However, what you have is worse. You only have effectively 2 (TWO) parameters, yet you have 3 degrees of flexibility. That is, B and phi enter into the model not as independent pieces of information, but forever linked in a way that will never allow you to estimate both of them. For example, suppose you did find a solution. I'll call it [B0,phi0,chi0].
You can then find a completely different solution that is exactly as good. In fact, you can find infinitely many completely different solutions, all of which are equivalent. That is, suppose you chose any multiple of phi0? In fact, literally any transformation of phi0? For example, suppose you picked some value
phi1 = k*phi0
You can arbitrarily pick ANY value for k. Then we can now change B in such away that a new solution exists that is equally as good.
B1 = B*(1 + k*phi0)/(1+phi0)
A quick check will let you see that the new solution [B1,phi1,chi] is mathematically identical to the old solution. No better, no worse. As such, the curve fitting toolbox cannot uniquely estimate those three distinct parameters. At best, you can fit a TWO parameter model, of the form
tr = A*sigma^chi
So how might we do this? Even accepting that this is data I would not be happy using to fit ANY model?
tr=[400 600 1200];
Sigma=[250 200 175];
First, plot it.
plot(Sigma,tr,'o-')
untitled.jpg
So, if a fit exists, then my expectatino is chi must be negative.
ft = fittype('power1')
ft =
General model Power1:
ft(a,b,x) = a*x^b
mdl = fit(Sigma',tr',ft)
mdl =
General model Power1:
mdl(x) = a*x^b
Coefficients (with 95% confidence bounds):
a = 2.427e+11 (-1.844e+13, 1.893e+13)
b = -3.71 (-18.47, 11.05)
plot(mdl)
hold on
plot(Sigma,tr,'o-')
untitled.jpg
So the power law model exhibits significant lack of fit, IMHO. As fits go, pure crap. You can see the confidence limits are pretty wide. fit is not happy with the result either.

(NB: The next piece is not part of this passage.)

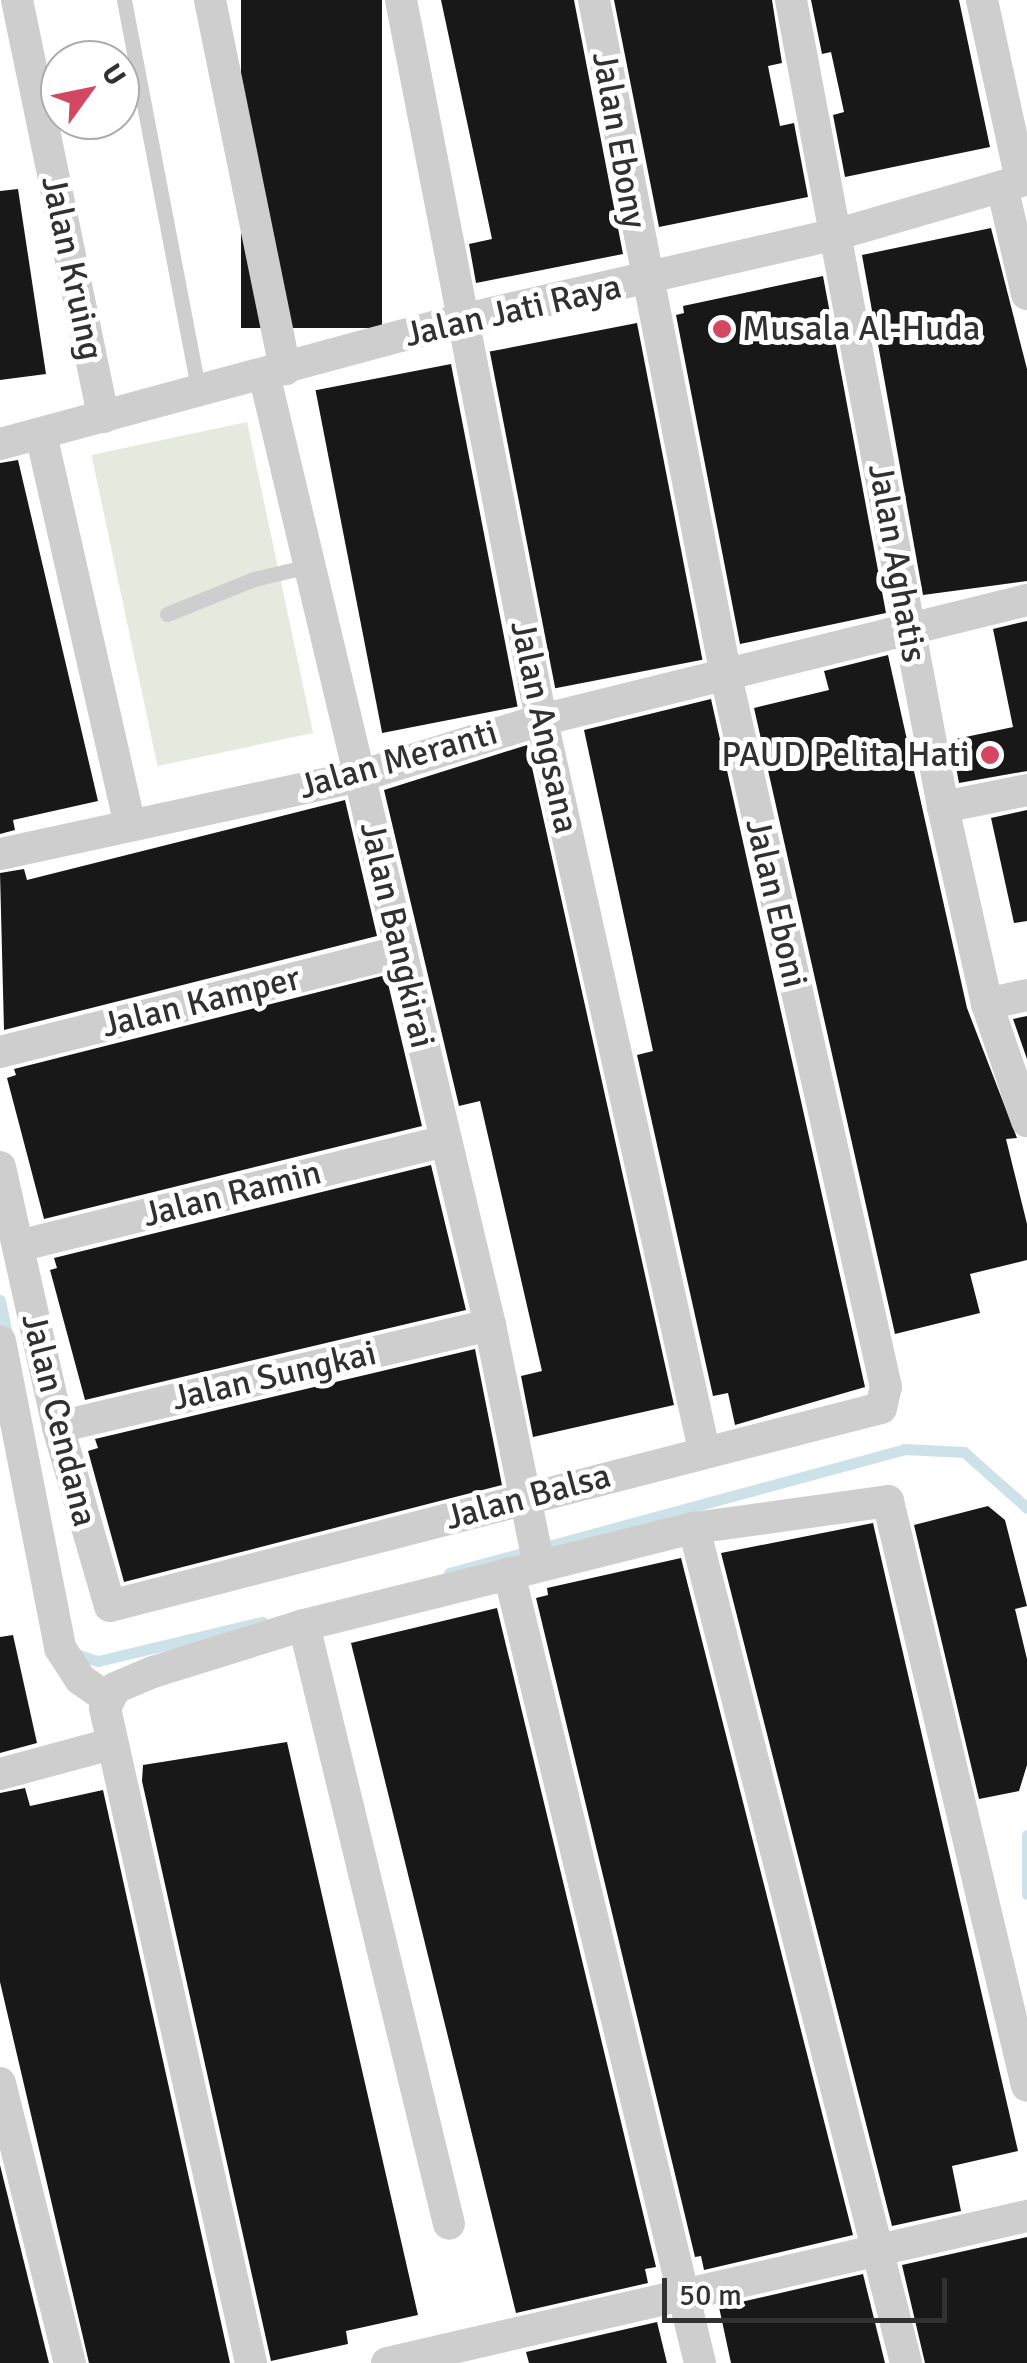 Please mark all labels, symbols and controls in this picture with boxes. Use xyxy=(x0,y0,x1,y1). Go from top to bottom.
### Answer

Given those estimated parameters, we can now recover any of infinitely many choices for B and phi. Pick your favorite. For example, we might pick phi = 0. then B is easy to compute, as
B = 1/mdl.a
B =
4.121e-12
Or, what if we set B = 1? Just as arbitrary. Then phi is given as
format long g
mdl.a - 1
ans =
242659099053.228
Or feel free to pick your favorite numbers. I like B = 17, myself. Then, since we have the relationship:
(1+phi)/B = a
we can do this:
B = 17;
phi = mdl.a*B - 1
phi =
4125204683920.88
So, I'm sorry, but as models go, I'm not impressed with this one.
As for what you did wrong in the gui interface, it looks like you specified the model as
1/B*(1+phi)*(sigma^chi)
in the gui. But then you told it that x was the independent variable in the problem, and that y was the dependent variable. Where did you tell it to interpret Sigma as x? In fact, the error message that you show indicates that it is confused about x.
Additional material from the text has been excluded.